◆ **What to produce**
Across the listing below, how many lines include the word "Président"? The answer is that number, with nothing added.

◆ **Input material**
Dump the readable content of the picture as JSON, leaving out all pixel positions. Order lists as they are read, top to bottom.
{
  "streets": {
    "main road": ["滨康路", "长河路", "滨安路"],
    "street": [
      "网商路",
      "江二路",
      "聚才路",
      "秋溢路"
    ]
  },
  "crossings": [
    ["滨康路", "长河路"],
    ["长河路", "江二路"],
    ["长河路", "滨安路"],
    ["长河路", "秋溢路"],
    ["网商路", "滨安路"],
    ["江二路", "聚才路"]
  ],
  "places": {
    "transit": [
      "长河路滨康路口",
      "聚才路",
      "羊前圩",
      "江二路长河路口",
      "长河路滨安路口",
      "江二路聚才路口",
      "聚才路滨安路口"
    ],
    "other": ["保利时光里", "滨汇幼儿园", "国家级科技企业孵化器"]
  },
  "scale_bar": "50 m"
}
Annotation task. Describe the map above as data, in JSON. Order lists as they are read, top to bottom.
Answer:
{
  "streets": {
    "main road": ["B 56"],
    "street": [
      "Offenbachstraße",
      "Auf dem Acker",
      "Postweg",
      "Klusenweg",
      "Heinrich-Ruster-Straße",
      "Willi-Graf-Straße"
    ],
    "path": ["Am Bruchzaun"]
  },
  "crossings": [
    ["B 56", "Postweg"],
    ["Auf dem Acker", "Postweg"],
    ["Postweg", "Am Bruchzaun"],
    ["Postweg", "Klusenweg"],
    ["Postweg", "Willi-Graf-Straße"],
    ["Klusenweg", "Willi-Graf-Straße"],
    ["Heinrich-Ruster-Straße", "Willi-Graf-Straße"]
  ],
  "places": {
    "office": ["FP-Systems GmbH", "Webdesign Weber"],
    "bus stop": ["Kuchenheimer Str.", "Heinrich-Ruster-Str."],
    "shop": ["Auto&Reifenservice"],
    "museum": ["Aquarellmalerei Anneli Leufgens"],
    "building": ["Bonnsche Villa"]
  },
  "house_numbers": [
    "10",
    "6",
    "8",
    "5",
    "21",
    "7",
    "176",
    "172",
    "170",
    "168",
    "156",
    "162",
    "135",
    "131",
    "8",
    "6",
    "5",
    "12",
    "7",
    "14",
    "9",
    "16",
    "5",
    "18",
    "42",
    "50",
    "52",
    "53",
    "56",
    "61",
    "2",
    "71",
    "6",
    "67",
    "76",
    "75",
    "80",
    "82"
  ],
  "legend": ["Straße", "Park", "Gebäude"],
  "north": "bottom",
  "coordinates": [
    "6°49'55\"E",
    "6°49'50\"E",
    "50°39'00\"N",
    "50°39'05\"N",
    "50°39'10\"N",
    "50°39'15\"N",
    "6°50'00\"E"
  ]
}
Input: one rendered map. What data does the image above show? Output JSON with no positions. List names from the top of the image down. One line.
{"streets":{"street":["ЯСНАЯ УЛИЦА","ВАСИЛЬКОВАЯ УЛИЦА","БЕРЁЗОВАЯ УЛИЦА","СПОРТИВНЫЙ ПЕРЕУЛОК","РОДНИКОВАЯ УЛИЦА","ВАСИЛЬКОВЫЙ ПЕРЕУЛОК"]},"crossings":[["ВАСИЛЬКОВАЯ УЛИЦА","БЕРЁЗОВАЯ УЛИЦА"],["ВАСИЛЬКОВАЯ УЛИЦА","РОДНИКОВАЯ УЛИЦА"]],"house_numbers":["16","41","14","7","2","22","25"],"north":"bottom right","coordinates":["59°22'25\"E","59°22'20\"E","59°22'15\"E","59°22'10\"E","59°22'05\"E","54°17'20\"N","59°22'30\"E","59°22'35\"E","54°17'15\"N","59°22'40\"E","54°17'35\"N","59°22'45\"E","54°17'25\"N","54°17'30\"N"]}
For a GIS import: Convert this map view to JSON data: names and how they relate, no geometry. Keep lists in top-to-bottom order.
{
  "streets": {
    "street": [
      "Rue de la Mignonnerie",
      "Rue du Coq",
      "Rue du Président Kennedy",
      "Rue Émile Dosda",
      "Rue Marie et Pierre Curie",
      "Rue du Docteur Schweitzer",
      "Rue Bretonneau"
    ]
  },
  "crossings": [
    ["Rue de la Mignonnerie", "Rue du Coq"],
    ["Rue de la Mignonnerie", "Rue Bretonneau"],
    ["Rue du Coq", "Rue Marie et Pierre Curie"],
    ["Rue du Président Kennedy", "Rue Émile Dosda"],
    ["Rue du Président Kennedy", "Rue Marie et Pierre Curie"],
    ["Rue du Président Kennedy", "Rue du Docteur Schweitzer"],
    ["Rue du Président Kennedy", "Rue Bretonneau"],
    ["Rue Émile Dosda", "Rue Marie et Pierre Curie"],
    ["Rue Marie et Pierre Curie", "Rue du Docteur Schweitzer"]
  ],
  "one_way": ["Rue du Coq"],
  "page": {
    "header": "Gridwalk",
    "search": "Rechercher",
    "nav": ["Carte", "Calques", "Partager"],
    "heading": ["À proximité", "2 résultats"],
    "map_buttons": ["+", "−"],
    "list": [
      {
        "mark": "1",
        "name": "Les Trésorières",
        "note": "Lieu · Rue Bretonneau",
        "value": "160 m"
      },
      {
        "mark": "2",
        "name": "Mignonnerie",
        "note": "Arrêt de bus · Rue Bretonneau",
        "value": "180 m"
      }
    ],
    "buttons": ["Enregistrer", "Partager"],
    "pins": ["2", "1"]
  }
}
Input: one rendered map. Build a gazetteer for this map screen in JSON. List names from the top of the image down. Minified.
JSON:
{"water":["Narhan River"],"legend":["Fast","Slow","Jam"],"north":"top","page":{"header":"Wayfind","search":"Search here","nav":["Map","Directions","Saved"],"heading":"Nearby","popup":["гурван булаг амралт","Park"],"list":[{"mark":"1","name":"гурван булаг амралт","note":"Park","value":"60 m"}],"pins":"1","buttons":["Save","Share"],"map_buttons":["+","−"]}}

◆ **Result**
5